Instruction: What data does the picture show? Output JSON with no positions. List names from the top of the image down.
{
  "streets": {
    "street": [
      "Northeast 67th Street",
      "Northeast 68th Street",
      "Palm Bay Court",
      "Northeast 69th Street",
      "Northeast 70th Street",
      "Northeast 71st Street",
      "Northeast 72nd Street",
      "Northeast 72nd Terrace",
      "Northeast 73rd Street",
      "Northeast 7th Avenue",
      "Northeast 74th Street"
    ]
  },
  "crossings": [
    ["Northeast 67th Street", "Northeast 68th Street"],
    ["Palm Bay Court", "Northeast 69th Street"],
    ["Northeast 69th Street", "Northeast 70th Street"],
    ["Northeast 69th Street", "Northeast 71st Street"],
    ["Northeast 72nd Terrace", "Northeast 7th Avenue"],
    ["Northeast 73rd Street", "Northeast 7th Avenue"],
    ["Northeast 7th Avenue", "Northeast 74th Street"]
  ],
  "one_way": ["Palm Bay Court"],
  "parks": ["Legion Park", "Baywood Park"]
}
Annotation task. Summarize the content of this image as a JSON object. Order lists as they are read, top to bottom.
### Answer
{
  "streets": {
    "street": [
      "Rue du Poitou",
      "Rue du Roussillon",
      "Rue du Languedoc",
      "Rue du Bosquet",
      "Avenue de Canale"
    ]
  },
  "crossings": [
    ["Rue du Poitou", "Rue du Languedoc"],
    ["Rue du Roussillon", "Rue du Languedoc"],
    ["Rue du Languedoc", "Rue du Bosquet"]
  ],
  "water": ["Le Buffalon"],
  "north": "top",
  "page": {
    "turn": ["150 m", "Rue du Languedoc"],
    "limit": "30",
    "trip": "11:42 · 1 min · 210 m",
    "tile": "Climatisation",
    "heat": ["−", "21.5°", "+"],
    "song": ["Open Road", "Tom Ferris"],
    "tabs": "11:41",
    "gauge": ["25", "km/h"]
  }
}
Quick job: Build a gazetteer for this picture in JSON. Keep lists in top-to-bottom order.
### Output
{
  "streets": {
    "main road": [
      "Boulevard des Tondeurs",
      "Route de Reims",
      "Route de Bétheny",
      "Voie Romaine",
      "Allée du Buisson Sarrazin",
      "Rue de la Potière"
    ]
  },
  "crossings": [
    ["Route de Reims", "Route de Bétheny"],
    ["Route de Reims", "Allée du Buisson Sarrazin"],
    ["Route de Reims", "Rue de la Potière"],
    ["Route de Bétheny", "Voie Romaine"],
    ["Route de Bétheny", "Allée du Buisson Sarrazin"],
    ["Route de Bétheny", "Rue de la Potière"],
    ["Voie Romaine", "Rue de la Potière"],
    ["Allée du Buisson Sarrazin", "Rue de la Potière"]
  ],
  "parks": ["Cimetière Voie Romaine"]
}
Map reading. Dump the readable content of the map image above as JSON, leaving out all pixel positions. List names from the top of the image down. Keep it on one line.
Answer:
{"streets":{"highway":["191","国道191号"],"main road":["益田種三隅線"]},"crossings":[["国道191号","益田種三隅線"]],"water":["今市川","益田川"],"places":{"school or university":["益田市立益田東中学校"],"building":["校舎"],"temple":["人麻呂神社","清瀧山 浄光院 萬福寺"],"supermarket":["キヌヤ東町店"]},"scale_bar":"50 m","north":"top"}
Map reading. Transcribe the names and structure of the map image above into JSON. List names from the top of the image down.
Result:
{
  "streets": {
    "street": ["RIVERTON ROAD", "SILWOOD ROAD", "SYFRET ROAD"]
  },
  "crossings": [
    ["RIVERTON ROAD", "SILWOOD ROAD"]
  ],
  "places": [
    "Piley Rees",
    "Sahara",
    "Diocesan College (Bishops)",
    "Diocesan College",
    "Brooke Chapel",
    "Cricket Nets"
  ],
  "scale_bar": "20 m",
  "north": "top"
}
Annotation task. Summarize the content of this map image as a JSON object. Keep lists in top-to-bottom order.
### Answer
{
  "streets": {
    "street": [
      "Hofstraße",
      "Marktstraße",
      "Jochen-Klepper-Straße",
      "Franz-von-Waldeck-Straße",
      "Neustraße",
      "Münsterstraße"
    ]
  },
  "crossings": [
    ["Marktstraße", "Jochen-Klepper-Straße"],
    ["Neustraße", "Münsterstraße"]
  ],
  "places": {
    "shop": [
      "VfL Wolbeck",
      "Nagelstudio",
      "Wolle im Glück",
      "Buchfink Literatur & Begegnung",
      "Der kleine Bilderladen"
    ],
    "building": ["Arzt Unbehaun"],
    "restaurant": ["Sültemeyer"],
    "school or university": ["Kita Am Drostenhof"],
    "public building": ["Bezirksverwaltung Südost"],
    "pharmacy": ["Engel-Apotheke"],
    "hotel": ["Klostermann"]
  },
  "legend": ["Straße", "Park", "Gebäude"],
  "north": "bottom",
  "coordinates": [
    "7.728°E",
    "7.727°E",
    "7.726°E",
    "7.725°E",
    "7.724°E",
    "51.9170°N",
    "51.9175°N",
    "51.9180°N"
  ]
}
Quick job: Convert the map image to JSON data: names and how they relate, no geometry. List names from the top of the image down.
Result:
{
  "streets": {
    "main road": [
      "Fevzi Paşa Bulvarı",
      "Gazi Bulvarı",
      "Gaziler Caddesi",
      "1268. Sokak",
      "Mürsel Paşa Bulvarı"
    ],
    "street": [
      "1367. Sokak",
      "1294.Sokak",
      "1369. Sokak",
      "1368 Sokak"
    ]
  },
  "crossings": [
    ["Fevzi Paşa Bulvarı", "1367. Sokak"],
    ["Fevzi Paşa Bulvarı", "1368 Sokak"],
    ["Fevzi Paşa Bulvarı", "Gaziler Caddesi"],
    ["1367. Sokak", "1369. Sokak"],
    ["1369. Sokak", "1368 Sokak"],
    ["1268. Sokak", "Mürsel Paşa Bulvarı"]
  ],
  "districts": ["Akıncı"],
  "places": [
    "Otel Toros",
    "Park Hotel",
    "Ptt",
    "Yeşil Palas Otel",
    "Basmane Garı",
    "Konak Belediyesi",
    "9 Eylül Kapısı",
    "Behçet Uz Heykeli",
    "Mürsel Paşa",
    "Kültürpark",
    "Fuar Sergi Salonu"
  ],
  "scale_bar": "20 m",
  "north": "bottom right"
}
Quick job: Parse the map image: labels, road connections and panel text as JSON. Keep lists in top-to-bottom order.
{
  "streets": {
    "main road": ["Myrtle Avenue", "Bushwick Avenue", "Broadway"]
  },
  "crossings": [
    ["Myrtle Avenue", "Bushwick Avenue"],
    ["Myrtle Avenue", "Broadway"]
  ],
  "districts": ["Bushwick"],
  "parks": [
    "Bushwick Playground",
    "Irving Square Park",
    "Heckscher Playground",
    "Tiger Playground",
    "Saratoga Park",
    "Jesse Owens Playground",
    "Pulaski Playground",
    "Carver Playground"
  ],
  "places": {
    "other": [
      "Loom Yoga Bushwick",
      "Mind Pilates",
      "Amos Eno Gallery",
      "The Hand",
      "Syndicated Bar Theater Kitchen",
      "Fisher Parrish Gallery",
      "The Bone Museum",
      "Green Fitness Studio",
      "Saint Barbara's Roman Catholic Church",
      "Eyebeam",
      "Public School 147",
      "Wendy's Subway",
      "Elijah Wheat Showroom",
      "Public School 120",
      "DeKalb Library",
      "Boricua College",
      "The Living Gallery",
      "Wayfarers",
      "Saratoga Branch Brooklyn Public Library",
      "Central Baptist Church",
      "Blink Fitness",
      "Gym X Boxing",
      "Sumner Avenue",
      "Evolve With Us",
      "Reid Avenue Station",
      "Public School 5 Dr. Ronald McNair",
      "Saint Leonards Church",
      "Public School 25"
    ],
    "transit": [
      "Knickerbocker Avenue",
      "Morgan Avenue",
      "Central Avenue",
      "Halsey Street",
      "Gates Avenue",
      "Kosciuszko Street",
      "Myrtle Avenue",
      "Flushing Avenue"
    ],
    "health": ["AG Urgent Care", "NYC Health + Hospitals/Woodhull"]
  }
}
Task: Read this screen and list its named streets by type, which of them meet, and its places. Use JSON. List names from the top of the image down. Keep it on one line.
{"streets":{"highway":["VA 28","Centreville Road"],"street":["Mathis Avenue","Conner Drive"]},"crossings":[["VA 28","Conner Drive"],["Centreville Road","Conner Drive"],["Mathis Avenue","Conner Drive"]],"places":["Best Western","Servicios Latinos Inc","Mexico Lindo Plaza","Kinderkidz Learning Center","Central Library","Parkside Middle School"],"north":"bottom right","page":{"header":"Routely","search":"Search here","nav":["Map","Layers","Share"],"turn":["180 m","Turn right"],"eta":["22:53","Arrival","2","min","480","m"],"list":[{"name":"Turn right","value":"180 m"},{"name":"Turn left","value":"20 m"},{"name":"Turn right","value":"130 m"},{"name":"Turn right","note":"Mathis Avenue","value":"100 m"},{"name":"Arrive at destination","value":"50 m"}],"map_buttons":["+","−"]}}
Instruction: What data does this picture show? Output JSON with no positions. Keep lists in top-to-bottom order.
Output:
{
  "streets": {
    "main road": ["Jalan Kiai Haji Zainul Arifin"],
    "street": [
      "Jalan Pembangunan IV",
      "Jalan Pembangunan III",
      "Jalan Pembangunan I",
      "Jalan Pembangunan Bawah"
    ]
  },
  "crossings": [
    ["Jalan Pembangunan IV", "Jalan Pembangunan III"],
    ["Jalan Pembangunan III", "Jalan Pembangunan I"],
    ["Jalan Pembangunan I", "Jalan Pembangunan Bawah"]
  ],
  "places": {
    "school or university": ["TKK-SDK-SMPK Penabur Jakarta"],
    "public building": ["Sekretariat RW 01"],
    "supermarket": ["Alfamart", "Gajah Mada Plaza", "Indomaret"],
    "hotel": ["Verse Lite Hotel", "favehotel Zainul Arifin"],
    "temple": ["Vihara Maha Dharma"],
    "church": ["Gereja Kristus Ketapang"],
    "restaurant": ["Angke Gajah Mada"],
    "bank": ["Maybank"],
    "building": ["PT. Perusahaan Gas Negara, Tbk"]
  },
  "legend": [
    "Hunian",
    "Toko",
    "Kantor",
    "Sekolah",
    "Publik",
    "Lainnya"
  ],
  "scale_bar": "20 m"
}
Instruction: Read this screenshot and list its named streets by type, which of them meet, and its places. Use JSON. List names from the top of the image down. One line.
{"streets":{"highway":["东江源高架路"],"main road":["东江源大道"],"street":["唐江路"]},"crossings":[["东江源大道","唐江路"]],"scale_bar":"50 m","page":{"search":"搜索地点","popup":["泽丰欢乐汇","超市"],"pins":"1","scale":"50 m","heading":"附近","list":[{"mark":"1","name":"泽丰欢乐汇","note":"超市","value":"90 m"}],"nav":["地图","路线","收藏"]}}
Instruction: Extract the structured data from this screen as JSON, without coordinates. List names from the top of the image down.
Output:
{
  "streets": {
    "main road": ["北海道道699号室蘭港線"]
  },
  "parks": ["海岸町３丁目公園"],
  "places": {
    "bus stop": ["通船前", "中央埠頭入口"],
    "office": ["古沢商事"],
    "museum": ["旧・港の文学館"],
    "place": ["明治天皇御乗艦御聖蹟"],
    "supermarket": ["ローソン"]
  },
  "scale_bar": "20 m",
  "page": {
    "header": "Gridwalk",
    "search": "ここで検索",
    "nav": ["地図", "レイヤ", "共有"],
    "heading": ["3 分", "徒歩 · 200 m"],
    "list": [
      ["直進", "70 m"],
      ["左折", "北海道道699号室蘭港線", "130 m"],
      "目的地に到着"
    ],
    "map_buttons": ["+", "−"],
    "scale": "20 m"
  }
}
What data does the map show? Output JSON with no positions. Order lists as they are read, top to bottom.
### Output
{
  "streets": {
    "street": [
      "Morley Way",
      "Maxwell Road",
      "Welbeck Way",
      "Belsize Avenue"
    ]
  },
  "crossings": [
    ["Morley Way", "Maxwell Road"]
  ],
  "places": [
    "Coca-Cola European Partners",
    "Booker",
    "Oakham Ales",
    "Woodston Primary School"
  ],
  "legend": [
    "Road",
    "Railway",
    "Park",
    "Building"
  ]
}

- [EXERCISE OBJECTIVE]:
Check all the records above and select each line where the string "Summarize" is found.

- [SOLVED PROBLEM]:
Annotation task. Summarize the content of this image as a JSON object. Order lists as they are read, top to bottom.
Annotation task. Summarize the content of this map image as a JSON object. Keep lists in top-to-bottom order.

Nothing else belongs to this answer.